Required action:
Show every line below where "icon" can be found.

Dataset:
● ● ● ●

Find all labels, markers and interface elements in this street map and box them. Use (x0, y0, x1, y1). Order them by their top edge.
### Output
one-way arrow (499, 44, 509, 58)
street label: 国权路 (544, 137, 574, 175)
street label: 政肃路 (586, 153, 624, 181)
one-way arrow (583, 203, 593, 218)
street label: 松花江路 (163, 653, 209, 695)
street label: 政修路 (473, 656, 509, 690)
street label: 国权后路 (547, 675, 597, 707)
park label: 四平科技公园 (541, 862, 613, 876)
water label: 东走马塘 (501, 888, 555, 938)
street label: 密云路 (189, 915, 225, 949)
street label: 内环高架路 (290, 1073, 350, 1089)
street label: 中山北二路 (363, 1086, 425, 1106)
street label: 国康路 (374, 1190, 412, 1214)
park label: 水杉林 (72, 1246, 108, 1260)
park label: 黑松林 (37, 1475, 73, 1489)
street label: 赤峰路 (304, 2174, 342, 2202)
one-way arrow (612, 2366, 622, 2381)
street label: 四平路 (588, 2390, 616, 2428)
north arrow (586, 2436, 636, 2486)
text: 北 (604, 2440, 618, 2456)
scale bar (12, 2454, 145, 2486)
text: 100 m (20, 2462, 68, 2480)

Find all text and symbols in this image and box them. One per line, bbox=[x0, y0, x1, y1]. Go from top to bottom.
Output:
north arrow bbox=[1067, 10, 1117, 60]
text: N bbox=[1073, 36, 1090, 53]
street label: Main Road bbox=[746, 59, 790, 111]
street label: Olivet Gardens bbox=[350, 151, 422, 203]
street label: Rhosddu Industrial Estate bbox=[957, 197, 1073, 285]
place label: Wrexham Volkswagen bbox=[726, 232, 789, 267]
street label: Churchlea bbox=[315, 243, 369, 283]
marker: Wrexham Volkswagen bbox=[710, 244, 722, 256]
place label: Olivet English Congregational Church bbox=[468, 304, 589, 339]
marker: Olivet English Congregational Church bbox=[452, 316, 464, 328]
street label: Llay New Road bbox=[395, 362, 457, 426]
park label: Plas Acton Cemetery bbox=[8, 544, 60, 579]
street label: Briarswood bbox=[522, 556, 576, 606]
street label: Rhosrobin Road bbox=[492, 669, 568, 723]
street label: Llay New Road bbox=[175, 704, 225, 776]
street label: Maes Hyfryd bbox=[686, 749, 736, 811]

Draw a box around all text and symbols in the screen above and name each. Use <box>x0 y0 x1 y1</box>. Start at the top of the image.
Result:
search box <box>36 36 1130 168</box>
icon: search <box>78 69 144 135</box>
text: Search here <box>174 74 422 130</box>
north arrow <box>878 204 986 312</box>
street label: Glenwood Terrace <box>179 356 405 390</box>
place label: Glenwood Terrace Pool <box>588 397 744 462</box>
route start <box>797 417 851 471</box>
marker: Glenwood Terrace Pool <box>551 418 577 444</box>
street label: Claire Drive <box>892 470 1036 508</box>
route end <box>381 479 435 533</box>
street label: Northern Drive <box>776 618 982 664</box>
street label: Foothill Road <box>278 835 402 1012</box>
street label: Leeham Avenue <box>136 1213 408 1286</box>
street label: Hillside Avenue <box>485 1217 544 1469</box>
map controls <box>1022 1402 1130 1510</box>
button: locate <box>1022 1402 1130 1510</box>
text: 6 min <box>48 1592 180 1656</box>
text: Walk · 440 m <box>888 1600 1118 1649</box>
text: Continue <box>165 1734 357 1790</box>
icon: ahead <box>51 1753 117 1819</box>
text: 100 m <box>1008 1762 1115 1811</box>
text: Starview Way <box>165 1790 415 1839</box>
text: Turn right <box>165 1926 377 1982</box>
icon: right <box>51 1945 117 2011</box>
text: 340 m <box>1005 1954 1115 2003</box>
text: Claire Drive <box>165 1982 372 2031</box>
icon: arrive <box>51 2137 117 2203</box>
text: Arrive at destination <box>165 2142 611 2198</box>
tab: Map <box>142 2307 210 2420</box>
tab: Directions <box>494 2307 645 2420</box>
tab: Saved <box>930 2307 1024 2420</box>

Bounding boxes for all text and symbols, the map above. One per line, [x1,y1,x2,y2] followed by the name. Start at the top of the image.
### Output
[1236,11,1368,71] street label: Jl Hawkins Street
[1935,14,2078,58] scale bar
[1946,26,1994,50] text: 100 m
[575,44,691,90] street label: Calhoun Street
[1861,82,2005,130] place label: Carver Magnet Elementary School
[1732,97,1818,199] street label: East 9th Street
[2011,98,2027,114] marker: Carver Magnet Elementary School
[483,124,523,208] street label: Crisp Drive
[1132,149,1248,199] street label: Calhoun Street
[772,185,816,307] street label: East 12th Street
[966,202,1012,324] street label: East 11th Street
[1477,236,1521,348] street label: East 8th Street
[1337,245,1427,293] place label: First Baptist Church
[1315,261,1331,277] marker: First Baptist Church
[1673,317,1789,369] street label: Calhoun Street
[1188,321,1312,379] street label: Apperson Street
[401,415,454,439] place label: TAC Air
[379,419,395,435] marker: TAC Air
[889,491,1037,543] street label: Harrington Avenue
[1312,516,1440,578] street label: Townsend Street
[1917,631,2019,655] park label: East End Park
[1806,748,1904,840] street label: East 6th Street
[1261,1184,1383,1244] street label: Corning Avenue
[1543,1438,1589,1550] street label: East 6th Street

● ● ● ●

Answer section:
icon: search <box>78 69 144 135</box>
icon: ahead <box>51 1753 117 1819</box>
icon: right <box>51 1945 117 2011</box>
icon: arrive <box>51 2137 117 2203</box>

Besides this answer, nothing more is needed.